TODO: Add some `pooch` work here to pull down the example files and stash them in the users local cache.
TODO: Massage the data so that it's in the correct locations. My hunch here is that we can place all the files together in
the same directory. And we'll need to concatenate the parameters.fits files together.
The data files are sorted alphabetically, so we need to be careful about the way that we concatenate the parameters.fits
so that the ordering is maintained.

In [1]:
from hyrax import Hyrax

h = Hyrax()

[2025-08-29 13:34:36,744 hyrax:INFO] Runtime Config read from: /Users/drew/code/hyrax/src/hyrax/hyrax_default_config.toml


In [2]:
import numpy as np
from pathlib import Path
from torch.utils.data import Dataset
from torch import from_numpy
from hyrax.data_sets import HyraxDataset
from astropy.io import fits
from astropy.table import Table
from collections.abc import Generator


"""
Note - `index` this class refers to the row index in the parameters.fits file.
"""


class SLDataset(HyraxDataset, Dataset):
    def __init__(self, config: dict):
        super().__init__(config)
        self.data_directory = Path(config["general"]["data_dir"])
        self.metadata = self.read_metadata(self.data_directory)
        self.filepaths = self.read_filepaths(self.data_directory)

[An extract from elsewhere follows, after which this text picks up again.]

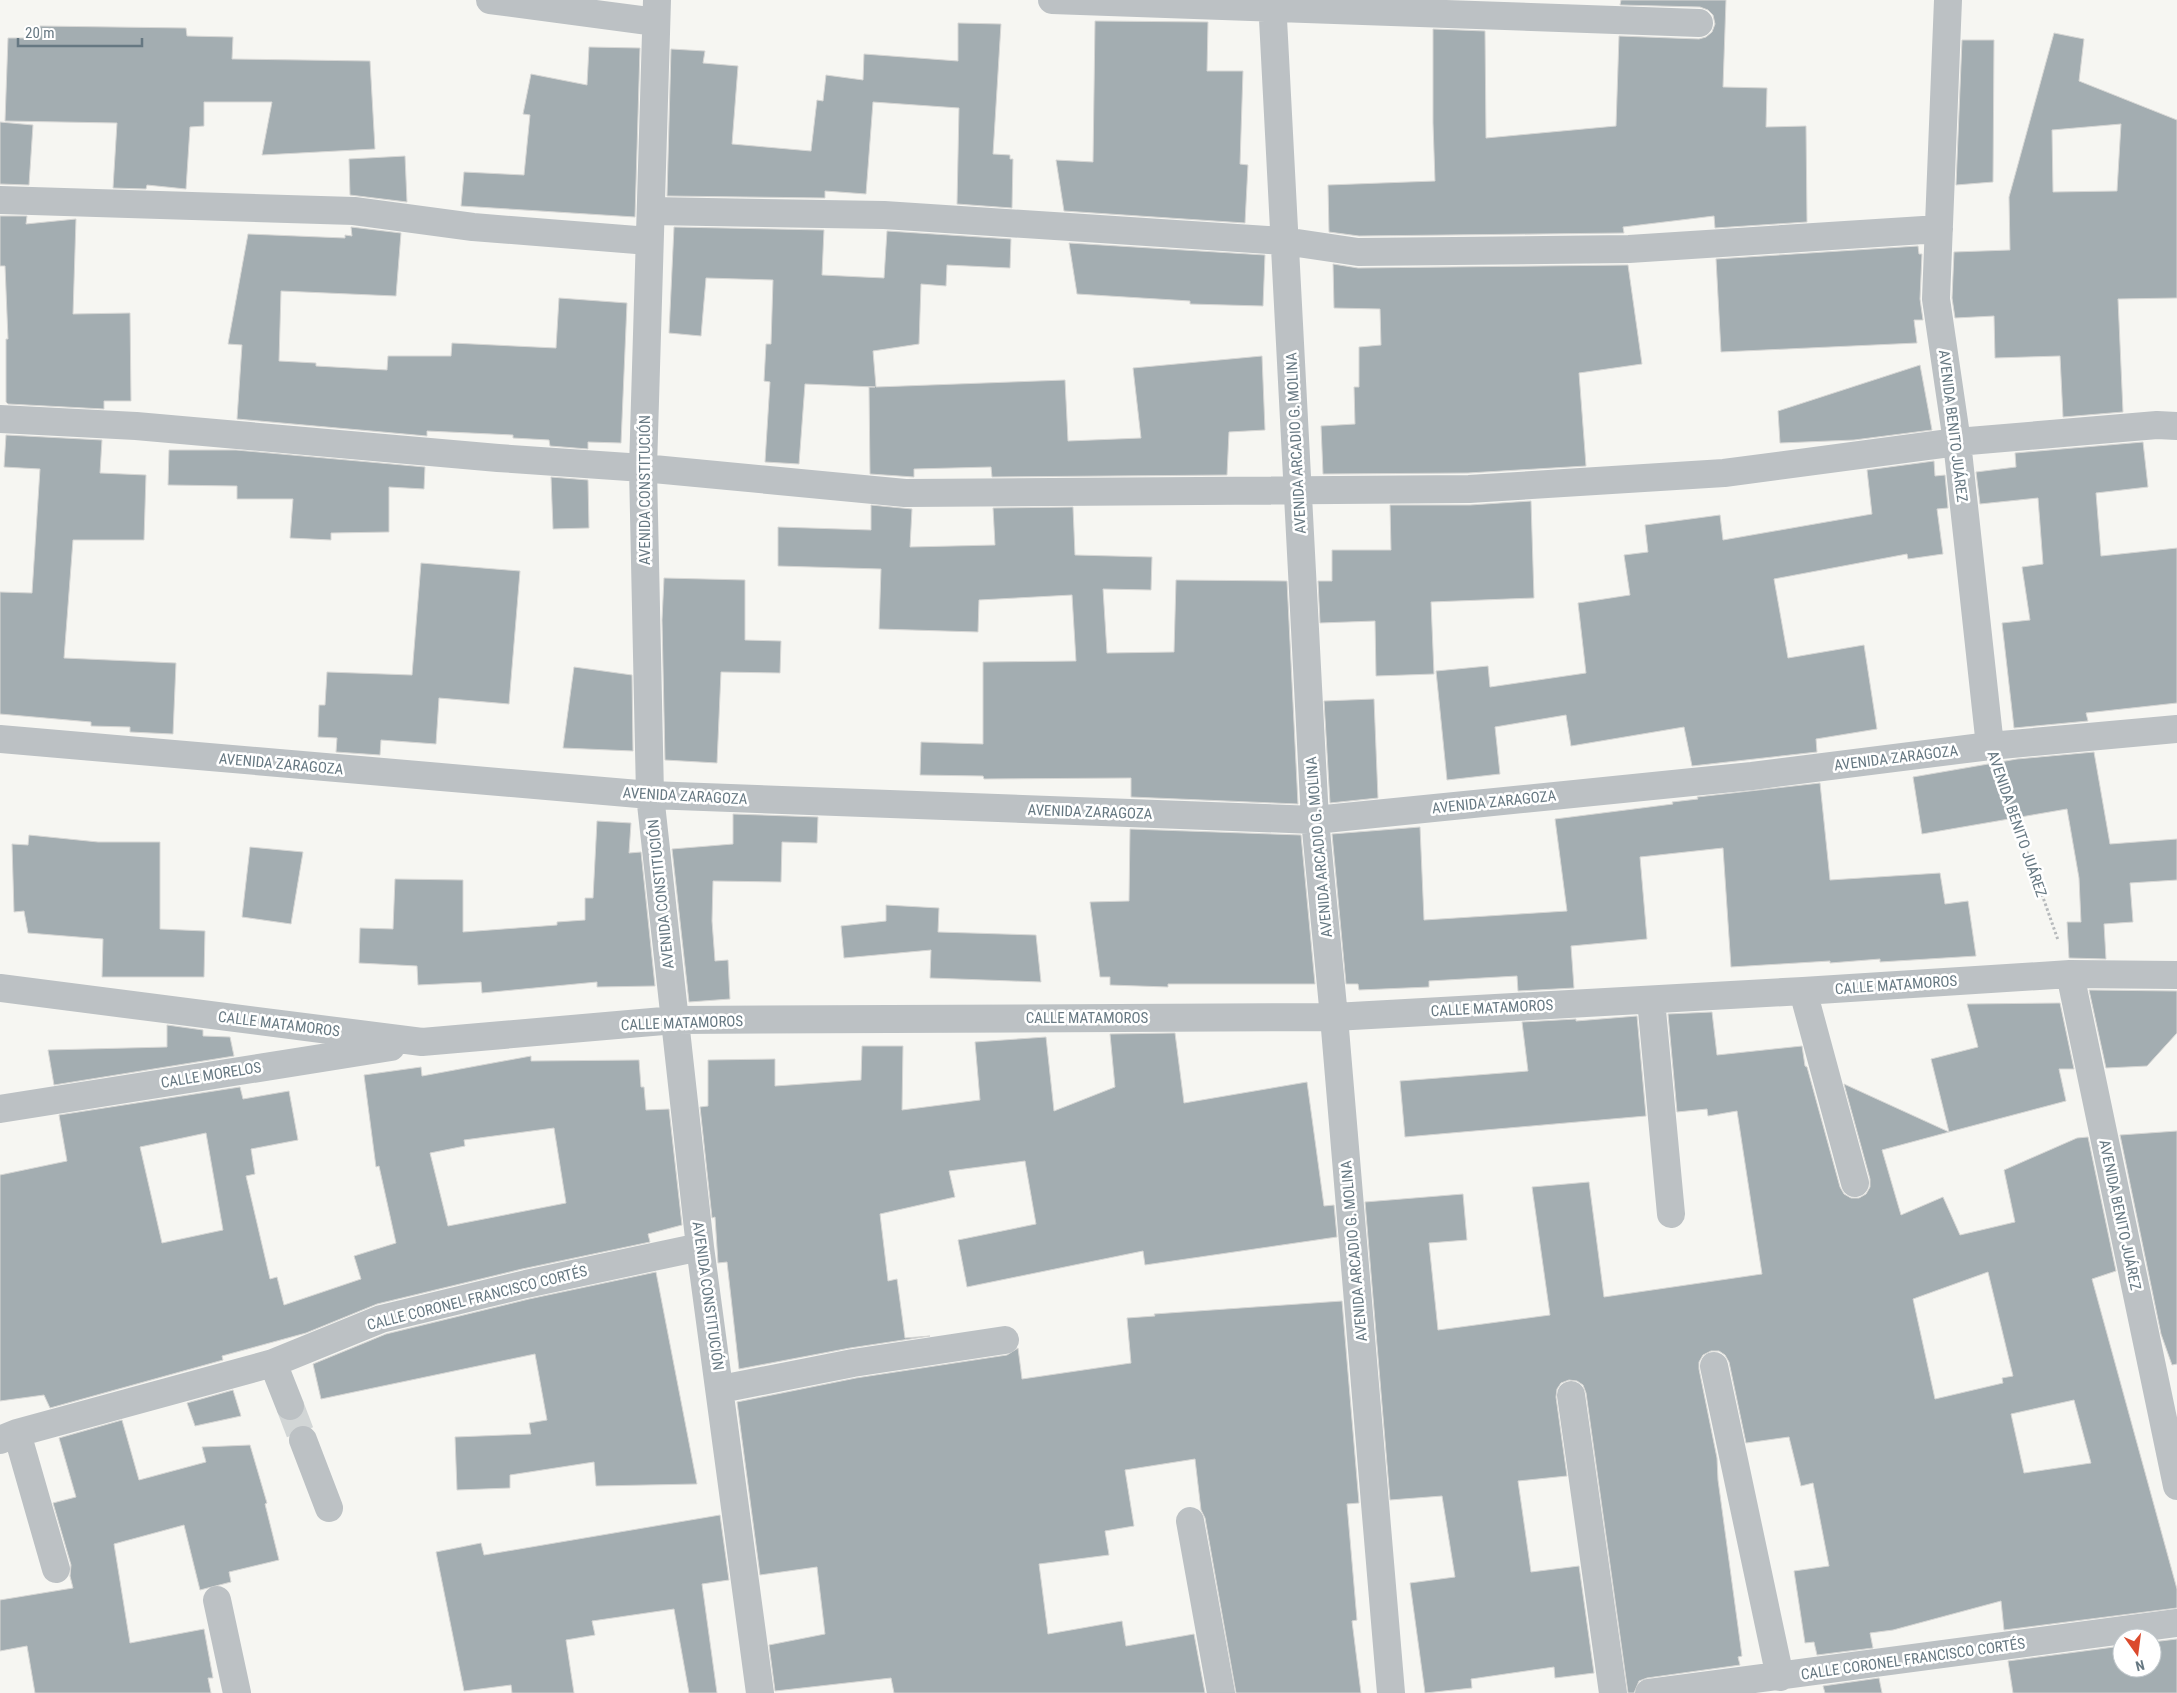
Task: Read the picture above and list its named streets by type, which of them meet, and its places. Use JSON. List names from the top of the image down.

    def get_image(self, index: int):
        image_stack = np.zeros((5, 41, 41), dtype=np.float32)
        for b in range(5):
            file_index = index * 5 + b
            raw_data = fits.getdata(self.filepaths[file_index], memmap=False)
            image_stack[b] = raw_data[0][1]

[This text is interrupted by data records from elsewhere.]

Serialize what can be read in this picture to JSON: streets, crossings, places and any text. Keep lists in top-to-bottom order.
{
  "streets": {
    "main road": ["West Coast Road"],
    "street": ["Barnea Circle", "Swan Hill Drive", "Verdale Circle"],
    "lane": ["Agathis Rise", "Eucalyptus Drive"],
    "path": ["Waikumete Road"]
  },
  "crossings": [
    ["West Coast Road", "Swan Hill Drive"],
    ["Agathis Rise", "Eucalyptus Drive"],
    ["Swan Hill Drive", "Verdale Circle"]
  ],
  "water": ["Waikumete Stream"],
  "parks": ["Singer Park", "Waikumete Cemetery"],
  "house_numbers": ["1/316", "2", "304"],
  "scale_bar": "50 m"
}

        return from_numpy(image_stack)

    def get_label(self, index: int) -> np.ndarray[int]:
        file_index = index * 5
        ret_value = np.array([0.0, 1.0], dtype=np.float32)
        if "_L_" in str(self.filepaths[file_index]):
            ret_value = np.array([1.0, 0.0], dtype=np.float32)
        return from_numpy(ret_value)

    def get_object_id(self, index: int) -> str:
        id = "no_id"
        if "Lens ID" in self.metadata.columns and str(self.metadata[index]["Lens ID"]) != "--":
            id = str(self.metadata[index]["Lens ID"])
        elif "Object ID" in self.metadata.columns and str(self.metadata[index]["Object ID"]) != "--":
            id = str(self.metadata[index]["Object ID"])
        return id

    def get_filename(self, index: int) -> str:
        file_index = index * 5
        return str(self.filepaths[file_index].name)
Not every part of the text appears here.